Sample output (CPU-only, Qwen 0.5B model):
$ python extract_multi.py
name | date | elapsed time in ms (name) | elapsed time in ms (date) |
---|---|---|---|
emily zhang | 2021-03-15 | 450.86 | 723.31 |
carlos rivera | 2023-08-03 | 442.81 | 784.12 |
sophie dubois | 2020-07-01 | 626.29 | 843.01 |
arjun patel | 2022-11-12 | 529.70 | 707.67 |
li wei | 2019-05-09 | 383.27 | 631.18 |
michael thompson | 2024-02-28 | 424.01 | 726.77 |
amara okafor | 2023-06-10 | 570.28 | 730.13 |
benjamin lee | 2018-10-05 | 547.51 | 705.74 |
fatima hassan | 2022-09-14 | 446.33 | 666.58 |
hiroshi tanaka | 2021-12-31 | 518.17 | 711.34 |
note: the latency for this task is higher due to input being longer
This architecture transforms local LLMs into a suite of reusable, cache-primed AI utilities, each behaving like a microservice. By decoupling model context and purpose, we unlock:
- Composable pipelines: Chain prompt functions for structured multi-step tasks.
- Interactive performance: Maintain ~600ms latency for name extract and ~800ms for date extraction, even on CPU.
- Deployment flexibility: Run multiple functions in memory without GPU or network access.
This approach brings the modularity of cloud-based AI pipelines to the edge—all with local inference, zero dependencies, and full privacy.
This project demonstrates a simple but powerful optimization: by treating prompts as functions with fixed prefixes, we can exploit the KV cache in llama.cpp
to drastically improve the performance of local inference — even on CPUs.
The key results:
- The smallest model (0.5B) achieves sub-200ms inference consistently — rivaling cloud APIs — and runs comfortably inside GitHub Codespaces.
- Larger models up to 7B parameters remain usable for interactive or batch-style tasks, thanks to prompt engineering that maximizes cache reuse.

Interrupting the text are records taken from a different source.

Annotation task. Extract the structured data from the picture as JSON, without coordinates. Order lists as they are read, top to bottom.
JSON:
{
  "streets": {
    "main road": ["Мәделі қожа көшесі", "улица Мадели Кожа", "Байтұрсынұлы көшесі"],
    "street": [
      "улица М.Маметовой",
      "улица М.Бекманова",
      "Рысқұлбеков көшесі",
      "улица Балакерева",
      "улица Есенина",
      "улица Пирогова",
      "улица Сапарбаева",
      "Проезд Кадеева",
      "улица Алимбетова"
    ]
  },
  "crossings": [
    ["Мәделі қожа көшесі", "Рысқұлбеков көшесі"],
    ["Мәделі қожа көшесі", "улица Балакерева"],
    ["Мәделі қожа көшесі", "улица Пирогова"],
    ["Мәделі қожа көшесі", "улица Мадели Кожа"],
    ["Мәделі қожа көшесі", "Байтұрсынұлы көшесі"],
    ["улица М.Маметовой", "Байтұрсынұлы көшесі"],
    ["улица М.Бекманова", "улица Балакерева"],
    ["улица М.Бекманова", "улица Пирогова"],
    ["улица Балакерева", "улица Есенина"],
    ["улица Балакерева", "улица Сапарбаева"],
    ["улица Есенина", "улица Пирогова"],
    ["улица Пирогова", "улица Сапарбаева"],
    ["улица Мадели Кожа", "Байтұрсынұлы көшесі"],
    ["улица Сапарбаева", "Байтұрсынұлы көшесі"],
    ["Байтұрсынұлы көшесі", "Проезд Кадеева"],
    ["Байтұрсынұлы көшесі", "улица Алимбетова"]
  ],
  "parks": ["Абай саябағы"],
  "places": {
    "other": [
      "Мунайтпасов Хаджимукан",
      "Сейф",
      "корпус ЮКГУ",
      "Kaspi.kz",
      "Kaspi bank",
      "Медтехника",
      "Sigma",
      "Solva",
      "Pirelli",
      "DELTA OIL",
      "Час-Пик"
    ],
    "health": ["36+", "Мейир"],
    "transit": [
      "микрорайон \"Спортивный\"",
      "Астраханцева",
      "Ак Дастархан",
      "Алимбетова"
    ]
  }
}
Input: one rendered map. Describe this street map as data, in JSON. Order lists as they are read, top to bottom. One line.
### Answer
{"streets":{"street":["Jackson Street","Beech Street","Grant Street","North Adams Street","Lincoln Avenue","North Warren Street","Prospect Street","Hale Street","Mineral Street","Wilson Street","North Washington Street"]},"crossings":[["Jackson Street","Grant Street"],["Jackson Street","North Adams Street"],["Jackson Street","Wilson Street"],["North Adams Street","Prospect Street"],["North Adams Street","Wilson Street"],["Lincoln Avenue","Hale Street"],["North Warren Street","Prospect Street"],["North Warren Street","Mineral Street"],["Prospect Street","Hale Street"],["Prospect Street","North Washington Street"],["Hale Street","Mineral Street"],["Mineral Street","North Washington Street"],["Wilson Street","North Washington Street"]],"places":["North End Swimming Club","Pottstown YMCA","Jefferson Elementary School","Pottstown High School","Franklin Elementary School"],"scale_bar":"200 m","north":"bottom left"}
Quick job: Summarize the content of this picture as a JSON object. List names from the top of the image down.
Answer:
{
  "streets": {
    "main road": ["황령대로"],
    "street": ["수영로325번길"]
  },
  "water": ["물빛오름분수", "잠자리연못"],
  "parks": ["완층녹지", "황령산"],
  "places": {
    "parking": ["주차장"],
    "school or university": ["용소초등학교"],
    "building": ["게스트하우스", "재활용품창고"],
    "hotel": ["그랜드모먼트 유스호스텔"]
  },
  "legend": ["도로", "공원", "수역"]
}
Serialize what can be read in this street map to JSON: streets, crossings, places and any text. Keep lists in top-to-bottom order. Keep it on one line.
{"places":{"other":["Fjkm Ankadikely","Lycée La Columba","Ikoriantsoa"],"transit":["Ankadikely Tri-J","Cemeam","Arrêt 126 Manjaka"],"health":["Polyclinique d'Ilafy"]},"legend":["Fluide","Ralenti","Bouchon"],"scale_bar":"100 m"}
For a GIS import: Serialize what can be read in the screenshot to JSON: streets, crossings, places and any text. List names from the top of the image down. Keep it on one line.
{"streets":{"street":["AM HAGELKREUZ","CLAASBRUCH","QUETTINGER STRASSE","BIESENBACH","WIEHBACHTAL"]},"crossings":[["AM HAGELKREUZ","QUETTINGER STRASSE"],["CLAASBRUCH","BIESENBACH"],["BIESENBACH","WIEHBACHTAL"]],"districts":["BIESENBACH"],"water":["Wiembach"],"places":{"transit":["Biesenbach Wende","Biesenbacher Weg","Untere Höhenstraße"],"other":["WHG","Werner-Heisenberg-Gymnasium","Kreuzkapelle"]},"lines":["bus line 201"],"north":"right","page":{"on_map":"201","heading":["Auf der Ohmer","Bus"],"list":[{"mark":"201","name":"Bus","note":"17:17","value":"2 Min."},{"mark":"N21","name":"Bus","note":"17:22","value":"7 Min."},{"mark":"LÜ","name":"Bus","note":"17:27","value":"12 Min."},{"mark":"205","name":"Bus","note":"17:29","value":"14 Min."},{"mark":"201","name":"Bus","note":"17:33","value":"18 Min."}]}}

- With no reliance on external APIs, the system supports fully local, fast, and private inference workflows — ideal for education, prototyping, and lightweight applications.
By framing local language models as modular functions, we get both speed and composability — a promising direction for building AI systems that are transparent, testable, and cost-free to experiment with.
This project started as a teaching tool. I wanted students to interact with LLMs locally—free from API limits or billing worries—while learning what actually shapes model behavior. Along the way, it became a clean, reusable framework for fast, modular, local inference.
It’s not a new invention, but it surfaces ideas that are widely used but rarely discussed. OpenAI itself recommends techniques like prompt caching and prompt reuse to reduce latency and improve performance. What this project does is make those ideas explicit, runnable, and teachable—in classrooms, on edge devices, and anywhere GPUs aren’t an option.